> **Exercise brief**:
Among the entries that follow, count the lines with the word "linecap" and report the number by itself.

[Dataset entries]

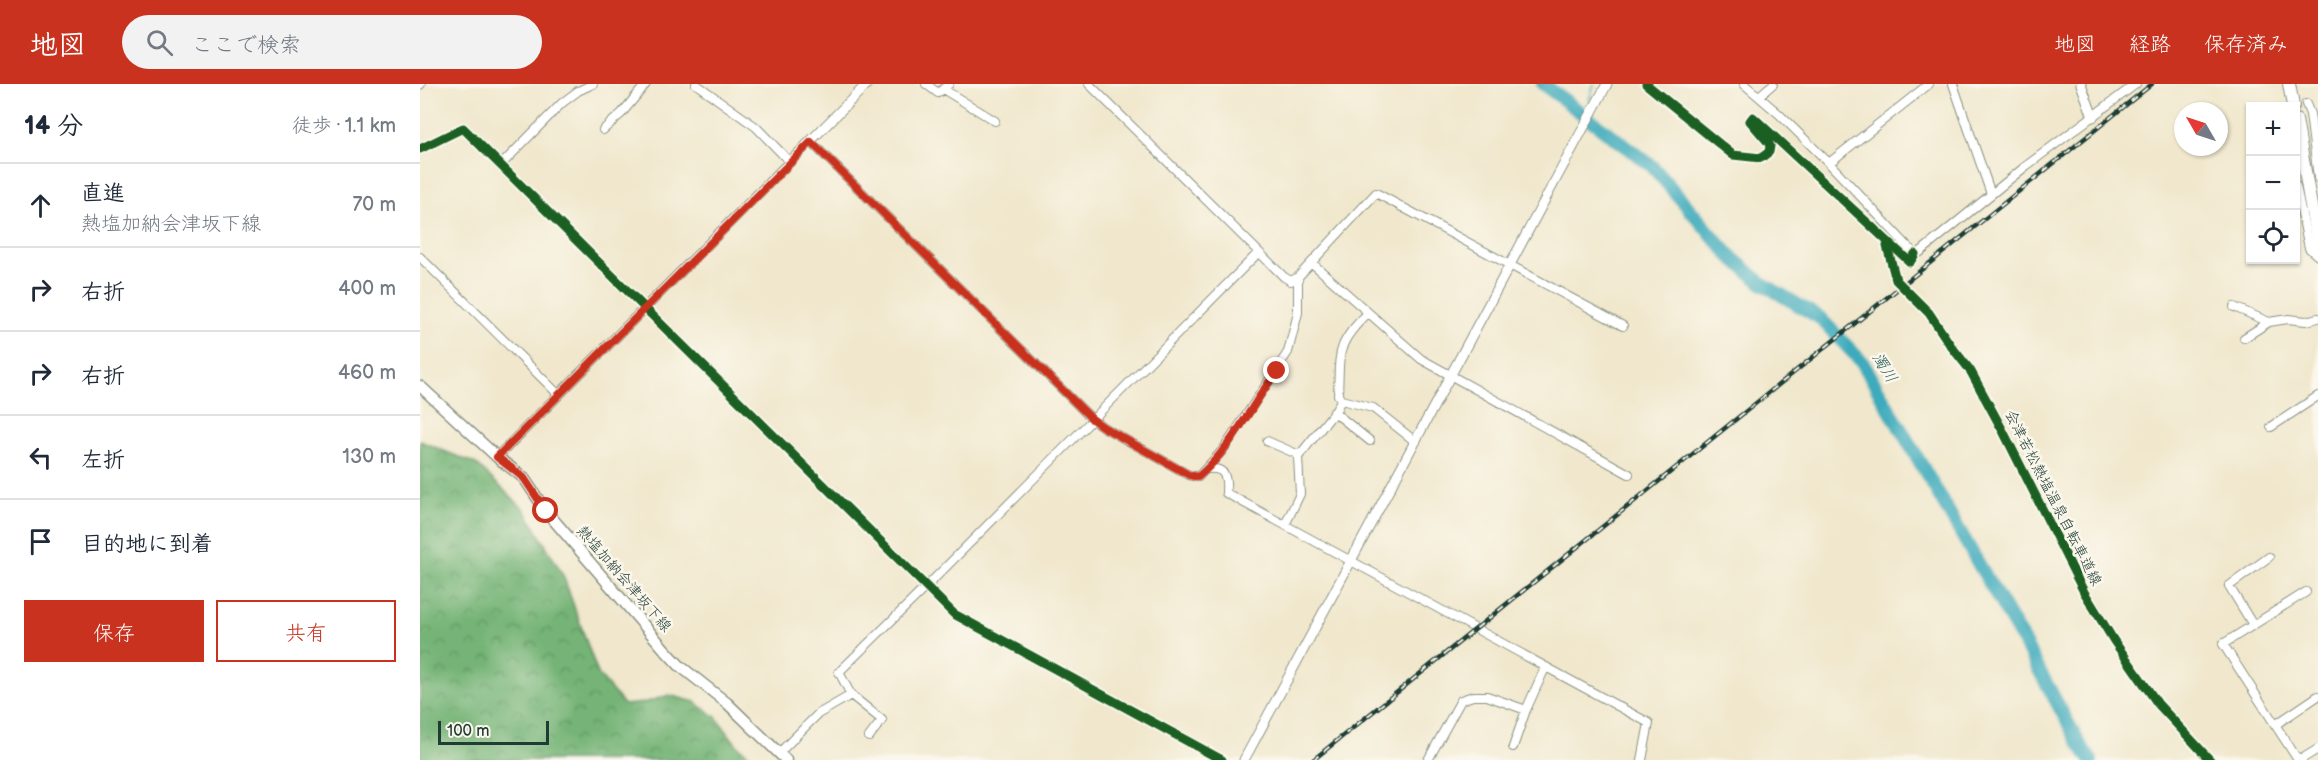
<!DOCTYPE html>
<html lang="ja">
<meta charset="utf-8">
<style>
:root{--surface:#fff;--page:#f2f2f3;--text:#1f2937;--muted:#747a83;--line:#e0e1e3;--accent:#c8321e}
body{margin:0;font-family:"Balsamiq Sans","Klee One",sans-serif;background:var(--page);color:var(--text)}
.controls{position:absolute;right:18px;top:18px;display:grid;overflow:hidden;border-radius:0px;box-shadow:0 2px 4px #0004}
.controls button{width:54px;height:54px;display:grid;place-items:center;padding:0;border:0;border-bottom:2px solid var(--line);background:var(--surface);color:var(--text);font:30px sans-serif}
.compass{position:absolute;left:1754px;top:18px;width:54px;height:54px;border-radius:50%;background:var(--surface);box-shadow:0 2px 4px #0004;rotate:309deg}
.scale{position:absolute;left:18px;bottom:15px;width:111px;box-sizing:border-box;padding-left:6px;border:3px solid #1f3d34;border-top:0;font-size:16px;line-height:21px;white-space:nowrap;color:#1f3d34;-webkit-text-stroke:4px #fbf7ec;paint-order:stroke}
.stop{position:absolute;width:18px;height:18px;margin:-14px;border:4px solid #c8321e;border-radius:50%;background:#fff}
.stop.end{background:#c8321e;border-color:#fff;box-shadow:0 2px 6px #0008}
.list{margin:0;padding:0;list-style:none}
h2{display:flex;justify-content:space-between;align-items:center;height:78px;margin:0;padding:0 24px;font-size:26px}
h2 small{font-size:20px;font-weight:400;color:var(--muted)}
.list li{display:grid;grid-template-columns:39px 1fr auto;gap:18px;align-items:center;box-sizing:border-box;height:84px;padding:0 24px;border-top:2px solid var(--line)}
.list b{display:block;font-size:22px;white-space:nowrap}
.list p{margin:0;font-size:20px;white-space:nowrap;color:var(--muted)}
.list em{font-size:20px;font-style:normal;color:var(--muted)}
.actions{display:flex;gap:12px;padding:18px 24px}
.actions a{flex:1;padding:14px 0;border:2px solid var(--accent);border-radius:0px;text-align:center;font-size:21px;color:var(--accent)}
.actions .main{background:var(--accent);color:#fff}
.icon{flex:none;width:33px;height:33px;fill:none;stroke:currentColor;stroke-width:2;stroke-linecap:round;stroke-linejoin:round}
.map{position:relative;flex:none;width:1898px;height:676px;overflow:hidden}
header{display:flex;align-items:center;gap:36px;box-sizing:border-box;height:84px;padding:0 30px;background:var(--accent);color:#fff}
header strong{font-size:28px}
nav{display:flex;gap:33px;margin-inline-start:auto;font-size:21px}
.search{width:420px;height:54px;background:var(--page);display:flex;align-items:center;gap:15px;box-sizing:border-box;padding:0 21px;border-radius:33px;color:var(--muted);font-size:22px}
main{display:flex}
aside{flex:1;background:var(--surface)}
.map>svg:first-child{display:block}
.forest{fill:url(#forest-crowns);stroke:#4a7855;stroke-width:1.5}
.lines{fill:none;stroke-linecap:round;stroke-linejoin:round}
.stream{stroke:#3dabbc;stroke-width:2}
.river{stroke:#3dabbc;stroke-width:14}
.minor-casing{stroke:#889280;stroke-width:10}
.tertiary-casing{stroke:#889280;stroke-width:11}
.secondary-casing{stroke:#889280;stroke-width:13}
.primary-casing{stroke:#889280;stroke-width:14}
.minor{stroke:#fff;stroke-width:8}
.tertiary{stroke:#fff;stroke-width:9}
.secondary{stroke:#fff;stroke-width:10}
.primary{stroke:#fff;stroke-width:12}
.rail-casing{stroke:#1f3d34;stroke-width:4.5}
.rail{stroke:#fbf7ec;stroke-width:2;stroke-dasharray:7;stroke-linecap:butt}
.cycleway-casing{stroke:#fbf7ec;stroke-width:13}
.cycleway{stroke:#1b5e20;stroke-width:9}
.route{stroke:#c8321e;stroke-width:8}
.labels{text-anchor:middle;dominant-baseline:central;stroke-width:5;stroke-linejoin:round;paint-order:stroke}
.street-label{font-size:15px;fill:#1f3d34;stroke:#fbf7ec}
.water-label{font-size:16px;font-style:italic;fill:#285e5d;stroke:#fbf7ec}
</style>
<header>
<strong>地図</strong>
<div class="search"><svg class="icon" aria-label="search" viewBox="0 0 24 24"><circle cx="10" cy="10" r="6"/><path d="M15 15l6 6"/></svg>ここで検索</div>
<nav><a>地図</a><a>経路</a><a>保存済み</a></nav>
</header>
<main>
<aside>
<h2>14 分<small>徒歩 · 1.1 km</small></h2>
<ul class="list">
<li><svg class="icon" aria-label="ahead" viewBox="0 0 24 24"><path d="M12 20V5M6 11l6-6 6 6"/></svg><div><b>直進</b><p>熱塩加納会津坂下線</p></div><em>70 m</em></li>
<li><svg class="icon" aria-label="right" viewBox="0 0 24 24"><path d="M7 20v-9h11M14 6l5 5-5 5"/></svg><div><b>右折</b></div><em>400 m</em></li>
<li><svg class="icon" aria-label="right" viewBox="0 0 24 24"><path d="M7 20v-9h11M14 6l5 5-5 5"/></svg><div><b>右折</b></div><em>460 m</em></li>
<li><svg class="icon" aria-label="left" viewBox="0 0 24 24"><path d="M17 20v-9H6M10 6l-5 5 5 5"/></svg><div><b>左折</b></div><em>130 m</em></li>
<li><svg class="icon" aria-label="arrive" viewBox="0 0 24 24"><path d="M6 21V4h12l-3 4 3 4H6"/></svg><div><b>目的地に到着</b></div></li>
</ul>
<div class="actions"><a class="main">保存</a><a>共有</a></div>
</aside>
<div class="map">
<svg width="1898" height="676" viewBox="0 0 1898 676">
<defs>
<pattern id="forest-crowns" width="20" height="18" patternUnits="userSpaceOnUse" patternTransform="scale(1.5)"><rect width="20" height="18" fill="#74b476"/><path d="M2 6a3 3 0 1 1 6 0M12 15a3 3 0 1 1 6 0" fill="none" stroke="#5f9462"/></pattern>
</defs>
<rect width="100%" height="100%" fill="#fbf7ec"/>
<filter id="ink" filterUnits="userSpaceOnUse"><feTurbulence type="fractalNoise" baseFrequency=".0167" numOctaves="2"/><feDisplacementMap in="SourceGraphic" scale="12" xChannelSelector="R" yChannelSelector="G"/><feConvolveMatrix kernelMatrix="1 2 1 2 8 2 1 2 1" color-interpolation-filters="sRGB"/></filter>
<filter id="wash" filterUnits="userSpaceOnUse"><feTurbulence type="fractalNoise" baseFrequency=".008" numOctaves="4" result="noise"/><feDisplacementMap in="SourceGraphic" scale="24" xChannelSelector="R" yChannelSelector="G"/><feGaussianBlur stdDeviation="1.35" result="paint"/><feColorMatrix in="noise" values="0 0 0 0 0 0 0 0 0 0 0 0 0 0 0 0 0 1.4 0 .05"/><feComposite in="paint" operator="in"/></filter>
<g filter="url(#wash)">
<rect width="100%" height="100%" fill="#f0e7cc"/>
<path class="forest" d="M0,357l56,23 49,46 38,65 35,99 26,31 20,-2 25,-8 26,7 21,15 21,28 18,15h-335z"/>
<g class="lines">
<path class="stream" d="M1165,30l9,-30"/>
<path class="river" d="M1123,0l109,82 79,91 32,27 57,34 42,44 160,277 57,104 12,17"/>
</g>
</g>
<g filter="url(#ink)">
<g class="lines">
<defs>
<path id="minor" d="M276,0l60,43 34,35
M506,0l12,9 11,-9
M669,0l195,193 7,4 7,-4 78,-84 247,133
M1324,0l35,30 50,49 86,91 4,-1 107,-87 110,-82
M1533,0l38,110
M0,1l1,-1
M523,5l52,32
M1339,12l14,-12
M1886,20l4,10 8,64
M183,46l19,-17 24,-29
M391,58l281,277 11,8 86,48 9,2 25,-27 65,-98 10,-39v-36
M0,65l43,-21 491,486 268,146
M1409,79l100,-79
M81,81l61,-62 16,-12 15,-7
M1876,102l13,62 9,8
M0,173l139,138
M892,179l109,96 208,115
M1814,223l35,15 19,-3 18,2 12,-3
M947,230c-32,31 -27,40 -29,81l3,5 32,8 43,34
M1824,254l25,-16
M914,328l36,29
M1851,343l47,-31
M847,357l32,14
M788,385c18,-2 19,9 18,24l423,230 -7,37
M865,441l15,-31 -2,-37 38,-47 5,-10
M1833,541l-24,-39 40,-29
M431,611l31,25 -13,17
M1855,641l43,-29
M1093,663l13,-37
M359,669l39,-39 33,-19 -12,-23 88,-86 331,-333
M1008,676l33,-60 12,-4h14l39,14 19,-42
M1878,676l-75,-116 83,-52
M1880,676l18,-11"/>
<path id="tertiary" d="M1661,0l12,33
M77,373l370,-373
M824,676l363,-676"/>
<path id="secondary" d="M0,302l77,71 27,21 22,33 120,140 14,15 47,37 59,57"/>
<path id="primary" d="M1869,0l4,22
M1876,36l22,126"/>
</defs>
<use href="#minor" class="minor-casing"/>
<use href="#tertiary" class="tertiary-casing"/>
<use href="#secondary" class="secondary-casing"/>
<use href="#primary" class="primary-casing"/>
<use href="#minor" class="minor"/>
<use href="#tertiary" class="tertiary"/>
<use href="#secondary" class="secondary"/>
<use href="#primary" class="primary"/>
<defs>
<path id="rail" d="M893,676l839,-676"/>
</defs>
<use href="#rail" class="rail-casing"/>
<use href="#rail" class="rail"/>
<defs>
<path id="cycleway" d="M1226,0l87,71 28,3 8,-6 1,-6 -2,-4 -18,-21 3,-4 157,145 5,-8
M0,65l43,-21 491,486 268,146
M1468,158l-1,4 9,34 33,33 22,33 19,24 33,61 81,161 30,49 44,63 52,56"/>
</defs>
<use href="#cycleway" class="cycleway-casing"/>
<use href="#cycleway" class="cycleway"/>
</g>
</g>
<g class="lines" filter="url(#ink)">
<path class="route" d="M126,427l-22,-33 -27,-21 314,-315 281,277 11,8 86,48 9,2c33,-28 53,-71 79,-106"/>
</g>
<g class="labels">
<g class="street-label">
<text transform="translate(1633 414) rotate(63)">会津若松熱塩温泉自転車道線</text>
<text transform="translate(204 495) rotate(49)">熱塩加納会津坂下線</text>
</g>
<g class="water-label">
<text transform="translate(1464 284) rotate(58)">濁川</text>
</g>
</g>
</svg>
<div class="controls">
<button>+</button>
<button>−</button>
<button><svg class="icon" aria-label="locate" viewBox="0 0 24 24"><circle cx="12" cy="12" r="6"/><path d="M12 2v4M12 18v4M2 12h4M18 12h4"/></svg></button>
</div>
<svg class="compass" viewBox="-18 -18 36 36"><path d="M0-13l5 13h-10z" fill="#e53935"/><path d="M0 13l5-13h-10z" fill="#747a83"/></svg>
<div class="scale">100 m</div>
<div class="stop" style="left:126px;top:427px"></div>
<div class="stop end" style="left:857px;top:287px"></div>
</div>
</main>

> **Answer area**:
3